Let's focus on the second review analyzed in the feature attribution plot with Method 2. 
<br>You can easily see that typically happy words end up being attributed to positive scores and typically negative words are attributed to negative scores. The words *"good"* and *"guaranteed"* have a strong positive influence while the words *"chuckles"* and *"rid"* have strong negative influence. The model learned these associations in bulk from the review words and labels in our training set. Vertex Explainable AI further allows you to see specifically what the model learned, which can help you find potentially problematic scores.

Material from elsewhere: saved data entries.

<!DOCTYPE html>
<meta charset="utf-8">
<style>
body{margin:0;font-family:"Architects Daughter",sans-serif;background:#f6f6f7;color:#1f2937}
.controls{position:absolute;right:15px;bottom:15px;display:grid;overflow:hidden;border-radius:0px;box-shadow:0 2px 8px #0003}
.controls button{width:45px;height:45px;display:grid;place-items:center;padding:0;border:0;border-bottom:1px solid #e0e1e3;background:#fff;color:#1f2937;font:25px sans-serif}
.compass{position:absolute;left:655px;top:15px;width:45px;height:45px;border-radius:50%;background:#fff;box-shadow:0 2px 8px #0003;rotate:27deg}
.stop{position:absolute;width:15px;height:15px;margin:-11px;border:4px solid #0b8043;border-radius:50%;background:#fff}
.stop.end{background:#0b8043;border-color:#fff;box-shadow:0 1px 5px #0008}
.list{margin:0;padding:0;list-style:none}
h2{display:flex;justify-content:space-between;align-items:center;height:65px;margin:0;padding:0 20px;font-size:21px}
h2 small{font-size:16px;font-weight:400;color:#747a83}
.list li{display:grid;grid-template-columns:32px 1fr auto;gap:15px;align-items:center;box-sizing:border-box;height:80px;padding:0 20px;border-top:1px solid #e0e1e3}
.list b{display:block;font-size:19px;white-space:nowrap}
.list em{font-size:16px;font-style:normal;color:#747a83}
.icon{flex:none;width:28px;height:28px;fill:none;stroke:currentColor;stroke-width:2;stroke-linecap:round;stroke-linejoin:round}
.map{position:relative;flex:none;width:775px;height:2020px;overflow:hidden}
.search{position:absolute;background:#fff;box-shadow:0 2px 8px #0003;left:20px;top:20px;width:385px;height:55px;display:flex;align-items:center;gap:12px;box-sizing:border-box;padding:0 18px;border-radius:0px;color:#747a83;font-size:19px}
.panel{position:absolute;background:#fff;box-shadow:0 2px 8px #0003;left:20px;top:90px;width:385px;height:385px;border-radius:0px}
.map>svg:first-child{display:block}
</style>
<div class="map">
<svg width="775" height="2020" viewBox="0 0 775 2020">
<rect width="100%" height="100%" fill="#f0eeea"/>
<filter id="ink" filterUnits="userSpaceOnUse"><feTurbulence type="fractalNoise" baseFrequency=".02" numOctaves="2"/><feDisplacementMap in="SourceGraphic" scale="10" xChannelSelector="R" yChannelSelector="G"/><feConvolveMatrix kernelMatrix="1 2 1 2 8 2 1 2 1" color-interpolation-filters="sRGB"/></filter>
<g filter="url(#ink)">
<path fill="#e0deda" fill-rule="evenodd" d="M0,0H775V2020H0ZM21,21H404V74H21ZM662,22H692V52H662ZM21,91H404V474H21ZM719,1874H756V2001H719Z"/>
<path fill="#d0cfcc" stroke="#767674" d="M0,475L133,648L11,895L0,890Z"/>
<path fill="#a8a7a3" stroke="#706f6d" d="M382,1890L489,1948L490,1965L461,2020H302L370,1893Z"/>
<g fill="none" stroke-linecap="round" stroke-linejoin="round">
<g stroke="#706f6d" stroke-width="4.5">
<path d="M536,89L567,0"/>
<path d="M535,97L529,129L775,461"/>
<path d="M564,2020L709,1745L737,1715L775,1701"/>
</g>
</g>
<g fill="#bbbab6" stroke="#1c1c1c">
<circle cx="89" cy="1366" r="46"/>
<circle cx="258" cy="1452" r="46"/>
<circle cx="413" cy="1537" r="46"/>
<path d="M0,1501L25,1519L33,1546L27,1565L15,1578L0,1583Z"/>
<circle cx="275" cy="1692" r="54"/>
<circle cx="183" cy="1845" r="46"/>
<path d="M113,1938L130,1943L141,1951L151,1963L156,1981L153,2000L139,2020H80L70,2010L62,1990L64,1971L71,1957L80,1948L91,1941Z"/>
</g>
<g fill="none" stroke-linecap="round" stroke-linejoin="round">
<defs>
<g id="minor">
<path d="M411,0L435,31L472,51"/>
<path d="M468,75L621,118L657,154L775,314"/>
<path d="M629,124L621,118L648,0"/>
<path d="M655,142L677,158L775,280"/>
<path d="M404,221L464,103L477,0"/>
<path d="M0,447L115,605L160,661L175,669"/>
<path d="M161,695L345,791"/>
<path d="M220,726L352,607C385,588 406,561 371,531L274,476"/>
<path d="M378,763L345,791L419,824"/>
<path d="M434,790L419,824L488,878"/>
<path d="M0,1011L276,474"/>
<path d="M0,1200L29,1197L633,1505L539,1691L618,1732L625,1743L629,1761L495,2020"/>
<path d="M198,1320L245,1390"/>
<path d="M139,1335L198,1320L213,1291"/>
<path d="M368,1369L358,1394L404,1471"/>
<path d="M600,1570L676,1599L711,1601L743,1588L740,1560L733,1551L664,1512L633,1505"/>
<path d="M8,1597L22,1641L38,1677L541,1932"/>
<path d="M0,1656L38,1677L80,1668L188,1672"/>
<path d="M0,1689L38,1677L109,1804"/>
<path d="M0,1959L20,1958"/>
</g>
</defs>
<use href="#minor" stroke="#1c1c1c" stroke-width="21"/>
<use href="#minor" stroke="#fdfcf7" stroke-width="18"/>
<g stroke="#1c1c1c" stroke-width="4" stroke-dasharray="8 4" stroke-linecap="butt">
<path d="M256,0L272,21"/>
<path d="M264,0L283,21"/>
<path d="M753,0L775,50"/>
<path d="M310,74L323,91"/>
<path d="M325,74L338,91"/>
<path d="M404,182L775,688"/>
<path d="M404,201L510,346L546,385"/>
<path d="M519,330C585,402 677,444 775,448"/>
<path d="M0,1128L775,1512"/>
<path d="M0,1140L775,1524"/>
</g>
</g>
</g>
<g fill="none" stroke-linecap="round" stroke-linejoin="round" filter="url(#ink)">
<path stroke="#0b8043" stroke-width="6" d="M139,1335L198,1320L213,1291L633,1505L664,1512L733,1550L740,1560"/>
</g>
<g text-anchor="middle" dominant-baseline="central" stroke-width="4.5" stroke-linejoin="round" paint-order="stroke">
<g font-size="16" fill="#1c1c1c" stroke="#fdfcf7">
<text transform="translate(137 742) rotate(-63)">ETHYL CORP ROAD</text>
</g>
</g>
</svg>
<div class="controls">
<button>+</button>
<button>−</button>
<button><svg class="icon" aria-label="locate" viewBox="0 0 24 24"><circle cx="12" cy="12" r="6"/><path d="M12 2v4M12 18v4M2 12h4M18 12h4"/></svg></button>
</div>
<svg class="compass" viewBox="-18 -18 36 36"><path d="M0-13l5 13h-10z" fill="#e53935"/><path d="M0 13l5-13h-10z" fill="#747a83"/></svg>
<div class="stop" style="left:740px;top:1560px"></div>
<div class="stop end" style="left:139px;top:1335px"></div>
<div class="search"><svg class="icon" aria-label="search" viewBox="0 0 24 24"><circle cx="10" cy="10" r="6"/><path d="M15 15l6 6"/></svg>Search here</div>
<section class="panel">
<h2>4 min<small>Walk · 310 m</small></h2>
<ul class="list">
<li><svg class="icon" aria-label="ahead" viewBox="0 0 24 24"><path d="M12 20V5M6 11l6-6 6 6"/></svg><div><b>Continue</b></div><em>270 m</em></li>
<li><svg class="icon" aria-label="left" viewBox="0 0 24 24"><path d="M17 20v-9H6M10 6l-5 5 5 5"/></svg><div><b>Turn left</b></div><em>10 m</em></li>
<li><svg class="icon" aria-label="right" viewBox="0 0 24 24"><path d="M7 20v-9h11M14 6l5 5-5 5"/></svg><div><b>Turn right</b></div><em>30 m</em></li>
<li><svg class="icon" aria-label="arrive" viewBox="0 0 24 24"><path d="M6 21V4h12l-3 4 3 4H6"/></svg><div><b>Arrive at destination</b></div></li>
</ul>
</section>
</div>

For example, in this review, the word *"black"* appears in the phrase "black comedy", which is neither positive nor negative, just a type of comedy. The model, however, doesn't see *"black"* as a modifier to *"comedy"*. It is its own unique word. Across the rest of the dataset, *"black"* likely appeared in more negative reviews than positive reviews, which is why it got the negative attribution. Since this review is labeled and predicted as positive (typically showing predictions in the 90% range, depending on the random initialization undergone by your model), it likely mediated how negative *"black"* would have otherwise been. While this could be entirely coincidental, it could also point to biases in the data that you want to address. Further data exploration is definitely the next step!

Thankfully, you have much more powerful language processing tools now with Generative AI! You can use not just single words, but the entire context to understand meaning. You could use [PaLM Text Embeddings](https://console.cloud.google.com/vertex-ai/publishers/google/model-garden/textembedding-gecko) to provide a vector representation of the entire review, rather than each word independently. You could then use a simpler dense (rather than recurrent) neural network to learn positive and negative scores from all of the context and nuance in the natural language!